Mattis has the funding for 3.8 full-time equivalent evaluators, and two administrative positions to support their work. However, she can’t find people to fill the positions, so her office has to make do with two evaluators and one administrative staffer, the same amount it had before the number of referrals started to climb.

They simply have too many orders, and not enough evaluators to perform them, Mattis explained. So, they have to triage their workload by prioritizing evaluations for people who are currently incarcerated, and hope judges will grant extensions for orders involving people who are not experiencing pretrial confinement.

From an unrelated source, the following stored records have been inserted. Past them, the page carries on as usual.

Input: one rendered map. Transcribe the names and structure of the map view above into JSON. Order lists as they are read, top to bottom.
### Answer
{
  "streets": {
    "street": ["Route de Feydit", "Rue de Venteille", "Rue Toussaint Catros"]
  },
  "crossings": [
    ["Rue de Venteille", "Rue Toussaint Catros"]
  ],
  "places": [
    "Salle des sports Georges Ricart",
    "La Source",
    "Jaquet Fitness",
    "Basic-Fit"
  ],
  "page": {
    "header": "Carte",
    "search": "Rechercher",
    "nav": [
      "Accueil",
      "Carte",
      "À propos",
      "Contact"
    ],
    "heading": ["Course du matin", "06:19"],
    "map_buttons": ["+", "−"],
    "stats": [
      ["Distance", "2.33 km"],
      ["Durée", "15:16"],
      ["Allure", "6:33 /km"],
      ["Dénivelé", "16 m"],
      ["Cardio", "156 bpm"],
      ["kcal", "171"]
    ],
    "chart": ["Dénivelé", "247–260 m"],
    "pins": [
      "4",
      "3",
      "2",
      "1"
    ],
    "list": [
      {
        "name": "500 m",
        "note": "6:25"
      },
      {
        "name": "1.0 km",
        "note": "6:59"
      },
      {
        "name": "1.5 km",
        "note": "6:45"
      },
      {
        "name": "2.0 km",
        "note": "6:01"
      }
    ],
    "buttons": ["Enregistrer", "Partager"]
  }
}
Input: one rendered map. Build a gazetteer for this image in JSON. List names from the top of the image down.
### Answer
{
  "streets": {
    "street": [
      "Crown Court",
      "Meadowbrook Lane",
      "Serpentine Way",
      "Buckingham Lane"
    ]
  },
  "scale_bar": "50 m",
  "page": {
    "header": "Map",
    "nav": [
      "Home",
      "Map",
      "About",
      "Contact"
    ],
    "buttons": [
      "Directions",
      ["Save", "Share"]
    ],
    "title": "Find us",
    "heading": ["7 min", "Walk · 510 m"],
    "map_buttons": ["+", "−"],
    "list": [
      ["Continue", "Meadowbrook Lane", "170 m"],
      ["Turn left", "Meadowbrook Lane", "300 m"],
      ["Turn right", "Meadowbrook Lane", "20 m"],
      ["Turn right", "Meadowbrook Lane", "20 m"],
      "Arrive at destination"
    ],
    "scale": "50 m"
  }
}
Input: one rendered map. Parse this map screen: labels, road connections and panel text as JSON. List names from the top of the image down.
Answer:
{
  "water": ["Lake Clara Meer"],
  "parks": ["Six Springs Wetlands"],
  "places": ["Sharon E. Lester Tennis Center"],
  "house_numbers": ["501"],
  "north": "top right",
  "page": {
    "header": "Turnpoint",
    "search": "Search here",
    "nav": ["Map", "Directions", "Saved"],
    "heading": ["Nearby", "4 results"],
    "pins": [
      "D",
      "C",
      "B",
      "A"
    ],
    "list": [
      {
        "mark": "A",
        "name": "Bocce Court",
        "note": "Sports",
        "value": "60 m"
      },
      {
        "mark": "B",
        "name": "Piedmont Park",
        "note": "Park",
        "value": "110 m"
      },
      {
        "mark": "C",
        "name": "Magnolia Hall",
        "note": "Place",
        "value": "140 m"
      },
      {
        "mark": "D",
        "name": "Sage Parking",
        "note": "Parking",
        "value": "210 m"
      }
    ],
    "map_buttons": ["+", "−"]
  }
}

Such a request was given for Link’s case, but the judge denied it.

Forensic evaluations, during which trained psychologists or psychiatrists determine whether a person is fit enough to stand trial, include a meeting with the person accused, which can occur either in-person or via video conference, a review of medical records, and some testing for cognitive function. The evaluations can be requested for serious charges, or for simple misdemeanors such as shoplifting.

Mattis said the backlog is no secret. “We’ve been dealing with it for a long time,” she said, and her office tries to notify all parties involved when they think it’s unlikely they’ll be able to meet a deadline.

Mental health professionals are in high demand generally, and the people Mattis needs to fill her positions are particularly hard to find. They need to have a doctorate degree, as well as an internship in this specific field, in order to be qualified.

“This is very highly trained,” Mattis said. “You don’t have forensic psychologists walking the streets of Concord or Manchester looking for jobs. They are in high demand right right now.”